Hem nolmuş canım karısını aldatan tek erkek değildi ya. Bütün erkekler böyle değil miydi? aldatmayan erkek yoktu varsa da ya korkusundan ya da cesaretsizliğinden dolayı yada fırsat bulamadığı içindi. Fırsatını bulan her erkek aldatırdı.
Serkan gibi erkekler kesinlikle aldatırdı. Gençti yakışıklıydı ve parası vardı. İş dolayısı ile tanıştığı evli ama kocalarını aldatan kadınlarla bile karşılaşmıştı. Onlar böylesine kur yaparken aksi olmazdı zaten.
Üstelik hayat böyle akıp giderken yaşamak lazımdı. Günleri bir kadına bağlı olarak geçirecek değildi ya.
Bir gün yakalanırsam? Kurdu içini kemirmeye başlayınca yine Serkan oldu. Gailesiz düşüncesiz ve vurdumduymaz Serkan.
Öyle bir şey olmayacak. Olursa da olunca bakarız dedi bütün rahatlığı ile.
Hızlıca mesaja cevap yazdı.
*İşler canım bir toplantıya gireceğim şimdi.
Evet bu kadardı işte Duru'yu kandırmak. Onun saflığından masumluğundan faydalanmak. Karısı gerçekten dünyanın en melek kadınıydı. Asla boğmaz dır dır etmez pamuk kalpli dünyalar güzeliydi. Üstelik onlarca kadına rağmen onunla yaşadığı aldığı zevki kimseden alamıyordu.
Telefonu cebine atmadan hemen önce sessize aldı ve yüzüğünü çıkardı.
Aldatırken asla yüzük takmazdı. Böyle prensipleri de vardı işte.

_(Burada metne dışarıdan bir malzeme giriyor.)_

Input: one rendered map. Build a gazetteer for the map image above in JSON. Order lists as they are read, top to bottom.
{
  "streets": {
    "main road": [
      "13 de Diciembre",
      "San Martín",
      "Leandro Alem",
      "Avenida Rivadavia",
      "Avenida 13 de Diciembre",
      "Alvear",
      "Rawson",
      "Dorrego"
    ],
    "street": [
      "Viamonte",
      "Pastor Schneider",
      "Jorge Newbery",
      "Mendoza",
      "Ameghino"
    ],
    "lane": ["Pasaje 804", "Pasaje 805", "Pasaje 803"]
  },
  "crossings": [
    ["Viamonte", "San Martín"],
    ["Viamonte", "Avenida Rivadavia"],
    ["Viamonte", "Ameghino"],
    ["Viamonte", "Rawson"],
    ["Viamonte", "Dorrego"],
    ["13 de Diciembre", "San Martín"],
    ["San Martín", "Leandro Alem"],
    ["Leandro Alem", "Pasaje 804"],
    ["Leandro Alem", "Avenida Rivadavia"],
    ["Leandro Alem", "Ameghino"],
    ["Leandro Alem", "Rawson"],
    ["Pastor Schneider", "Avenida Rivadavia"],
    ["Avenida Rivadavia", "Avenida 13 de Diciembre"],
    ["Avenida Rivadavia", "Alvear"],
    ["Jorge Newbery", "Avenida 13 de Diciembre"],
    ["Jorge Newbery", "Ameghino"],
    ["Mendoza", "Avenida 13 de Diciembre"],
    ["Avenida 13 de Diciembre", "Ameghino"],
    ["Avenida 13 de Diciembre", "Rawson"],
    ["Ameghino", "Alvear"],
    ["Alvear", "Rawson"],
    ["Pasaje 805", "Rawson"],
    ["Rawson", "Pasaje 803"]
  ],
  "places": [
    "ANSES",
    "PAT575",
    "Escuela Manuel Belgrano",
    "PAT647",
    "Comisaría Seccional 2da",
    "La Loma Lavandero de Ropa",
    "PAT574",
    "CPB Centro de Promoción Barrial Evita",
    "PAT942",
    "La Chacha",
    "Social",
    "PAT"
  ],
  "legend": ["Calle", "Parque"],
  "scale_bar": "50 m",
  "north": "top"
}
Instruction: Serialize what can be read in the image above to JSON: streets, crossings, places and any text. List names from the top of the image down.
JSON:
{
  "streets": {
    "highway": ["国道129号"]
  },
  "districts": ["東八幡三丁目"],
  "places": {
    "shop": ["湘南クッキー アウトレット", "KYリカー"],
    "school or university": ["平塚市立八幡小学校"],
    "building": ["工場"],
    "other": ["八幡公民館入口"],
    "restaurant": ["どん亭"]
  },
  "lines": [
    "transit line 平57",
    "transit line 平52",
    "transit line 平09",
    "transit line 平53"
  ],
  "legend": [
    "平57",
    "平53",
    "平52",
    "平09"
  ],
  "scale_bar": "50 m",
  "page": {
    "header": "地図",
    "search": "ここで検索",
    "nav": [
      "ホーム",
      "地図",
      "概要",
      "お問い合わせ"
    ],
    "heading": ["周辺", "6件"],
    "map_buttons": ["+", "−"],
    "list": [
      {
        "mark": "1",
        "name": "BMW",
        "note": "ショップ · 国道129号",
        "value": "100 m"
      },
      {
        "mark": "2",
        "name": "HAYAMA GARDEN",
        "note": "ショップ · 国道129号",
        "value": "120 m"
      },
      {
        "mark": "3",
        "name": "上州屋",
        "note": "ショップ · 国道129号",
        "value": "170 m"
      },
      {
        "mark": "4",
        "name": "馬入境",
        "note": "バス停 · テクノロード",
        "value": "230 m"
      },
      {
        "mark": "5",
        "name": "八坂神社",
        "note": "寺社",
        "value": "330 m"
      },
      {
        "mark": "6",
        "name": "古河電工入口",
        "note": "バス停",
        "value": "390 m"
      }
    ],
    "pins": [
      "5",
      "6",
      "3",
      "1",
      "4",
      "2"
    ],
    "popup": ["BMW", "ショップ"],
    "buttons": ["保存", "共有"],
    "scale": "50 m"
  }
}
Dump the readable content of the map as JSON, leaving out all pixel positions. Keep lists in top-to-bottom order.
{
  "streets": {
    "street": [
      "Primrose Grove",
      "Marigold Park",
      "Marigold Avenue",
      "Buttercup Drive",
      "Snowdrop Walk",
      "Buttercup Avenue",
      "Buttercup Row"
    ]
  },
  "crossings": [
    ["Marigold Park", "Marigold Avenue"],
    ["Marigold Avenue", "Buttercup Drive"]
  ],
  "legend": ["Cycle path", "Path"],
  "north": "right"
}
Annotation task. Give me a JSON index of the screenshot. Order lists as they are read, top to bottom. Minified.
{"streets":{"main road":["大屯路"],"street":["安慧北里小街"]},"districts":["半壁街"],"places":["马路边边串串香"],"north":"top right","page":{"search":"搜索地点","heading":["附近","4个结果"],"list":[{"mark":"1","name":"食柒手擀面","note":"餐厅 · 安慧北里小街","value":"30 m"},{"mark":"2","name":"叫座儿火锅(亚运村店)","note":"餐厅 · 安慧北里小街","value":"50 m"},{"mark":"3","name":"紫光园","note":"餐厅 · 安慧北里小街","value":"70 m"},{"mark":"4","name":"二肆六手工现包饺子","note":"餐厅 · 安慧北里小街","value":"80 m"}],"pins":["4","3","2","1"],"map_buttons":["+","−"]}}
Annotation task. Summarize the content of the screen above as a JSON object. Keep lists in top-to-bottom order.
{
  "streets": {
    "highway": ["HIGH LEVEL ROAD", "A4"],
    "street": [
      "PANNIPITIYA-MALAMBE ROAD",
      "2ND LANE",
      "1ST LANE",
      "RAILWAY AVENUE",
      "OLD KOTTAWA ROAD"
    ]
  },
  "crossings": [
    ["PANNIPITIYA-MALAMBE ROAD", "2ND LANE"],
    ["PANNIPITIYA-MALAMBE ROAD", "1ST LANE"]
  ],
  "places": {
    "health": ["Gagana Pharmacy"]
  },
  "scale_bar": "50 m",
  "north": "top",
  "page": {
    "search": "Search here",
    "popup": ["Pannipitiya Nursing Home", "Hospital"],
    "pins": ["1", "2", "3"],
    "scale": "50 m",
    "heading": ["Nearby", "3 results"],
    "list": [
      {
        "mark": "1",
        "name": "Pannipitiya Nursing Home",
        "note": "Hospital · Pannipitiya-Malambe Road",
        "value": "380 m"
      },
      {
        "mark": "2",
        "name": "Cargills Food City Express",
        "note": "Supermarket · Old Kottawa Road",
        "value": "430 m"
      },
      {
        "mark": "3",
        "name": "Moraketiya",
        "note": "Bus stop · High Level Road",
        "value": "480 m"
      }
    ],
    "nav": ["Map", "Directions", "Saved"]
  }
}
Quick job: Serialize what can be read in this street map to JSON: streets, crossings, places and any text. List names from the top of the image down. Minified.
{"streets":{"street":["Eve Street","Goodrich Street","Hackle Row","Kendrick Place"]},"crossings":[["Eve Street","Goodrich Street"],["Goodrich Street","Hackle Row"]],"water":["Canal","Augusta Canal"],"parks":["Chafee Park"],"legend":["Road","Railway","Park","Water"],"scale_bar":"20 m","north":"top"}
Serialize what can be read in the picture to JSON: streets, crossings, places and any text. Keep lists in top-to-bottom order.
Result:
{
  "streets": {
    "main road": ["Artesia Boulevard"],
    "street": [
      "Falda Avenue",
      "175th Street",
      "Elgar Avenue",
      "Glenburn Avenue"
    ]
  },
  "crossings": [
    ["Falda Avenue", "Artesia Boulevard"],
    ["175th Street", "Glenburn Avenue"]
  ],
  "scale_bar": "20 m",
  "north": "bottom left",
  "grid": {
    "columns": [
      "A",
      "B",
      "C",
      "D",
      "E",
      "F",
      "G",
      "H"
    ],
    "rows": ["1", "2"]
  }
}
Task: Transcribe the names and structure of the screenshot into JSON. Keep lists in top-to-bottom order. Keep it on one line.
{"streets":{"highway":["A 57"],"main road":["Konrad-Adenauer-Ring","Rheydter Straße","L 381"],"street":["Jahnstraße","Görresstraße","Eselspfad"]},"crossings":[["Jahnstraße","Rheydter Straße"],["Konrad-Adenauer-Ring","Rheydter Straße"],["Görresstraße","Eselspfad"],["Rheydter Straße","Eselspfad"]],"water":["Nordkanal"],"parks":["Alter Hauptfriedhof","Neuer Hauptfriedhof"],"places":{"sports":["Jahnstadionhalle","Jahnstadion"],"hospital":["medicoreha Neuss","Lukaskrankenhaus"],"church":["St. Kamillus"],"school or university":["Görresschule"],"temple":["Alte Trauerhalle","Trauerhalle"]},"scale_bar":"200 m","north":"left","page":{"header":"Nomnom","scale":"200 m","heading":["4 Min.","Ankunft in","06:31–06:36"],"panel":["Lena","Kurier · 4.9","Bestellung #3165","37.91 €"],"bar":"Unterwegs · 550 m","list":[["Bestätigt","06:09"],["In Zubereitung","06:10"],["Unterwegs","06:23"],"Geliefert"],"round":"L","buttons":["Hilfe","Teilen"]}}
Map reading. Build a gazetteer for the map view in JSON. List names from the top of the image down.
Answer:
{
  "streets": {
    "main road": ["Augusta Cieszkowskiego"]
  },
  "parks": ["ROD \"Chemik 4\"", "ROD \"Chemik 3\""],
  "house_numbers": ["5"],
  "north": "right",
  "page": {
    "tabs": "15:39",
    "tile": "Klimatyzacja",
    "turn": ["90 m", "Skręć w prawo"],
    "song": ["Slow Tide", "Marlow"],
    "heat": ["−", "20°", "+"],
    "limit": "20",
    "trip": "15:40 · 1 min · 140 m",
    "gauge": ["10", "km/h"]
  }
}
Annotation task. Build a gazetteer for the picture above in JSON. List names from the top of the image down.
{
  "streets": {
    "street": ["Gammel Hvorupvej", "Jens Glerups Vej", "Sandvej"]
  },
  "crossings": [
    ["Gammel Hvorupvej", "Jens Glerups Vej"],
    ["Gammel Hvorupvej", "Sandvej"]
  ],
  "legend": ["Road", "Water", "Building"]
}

Kapıyı çalmadan önce derin bir nefes aldı. Her ne kadar üç günlük bir yazışma olsa da bazı kadınlar gerçekten manyak çıkabiliyordu. Gerçi bazı kadınlar az kalırdı bütün kadınlar manyaktı ve hepsi içlerinde bir yerlerde büyük bir güç taşıyorlardı. Bu en ücra köşede kendi içinde yaşayan sessiz kadında bile var olan bir durumdu.
Bu Allah'ın onlara verdiği büyük nimetti. Güzellik ve Güç. Bazıları tek bir yönünü kullanırken çok ender kadınlar ikisini birlikte kullandığına şahit olmuştu.
İşte bu kadınlardan Allah erkekleri korusundu. Hatta kainatı korusundu. Çünkü güç ve güzelliğin beslendiği kaynaklar akıl zeka fikir iç güdüsel hisler ve doğru saptama gibi bir çok yeteneğini aynı anda kullanmak gerektirirdi ki bunu başarmak kafasına koyduğunu başarmaya eşdeğerdi.
Kapıyı çaldı ve resimlerde gördüğü o sarışınla karşılaşmak istedi.
Evet başına çok tatsız olaylar son dakika sürprizleri de gelmişti. Üzerinde oynanmış fotoğraflar iki sene önce ki resimlerini atanlar. Hele bir koca karı genç bir kadının resmi ile Serkan'ı kandırıp buluşmaya ikna edip üzerine atlayınca odadan nasıl kaçtığını hatırlamak bile istemiyordu.
Ve beklenen an kapı yavaşça aralanıp beklemediği kişi ile yüzleşinceye kadar. Karısını görmek yerine yüz tane koca karının üzerine atlamasını daha çok isterdi.
Karşısında Duru vardı.
Üzerinde yeşil bir gömlek ve siyah pantolon salık bıraktığı kestane rengi dalgalı saçları ve dik duruşu ile her zaman ki alışılmışlığı ile. sadece gözleri çok farklı bakıyordu.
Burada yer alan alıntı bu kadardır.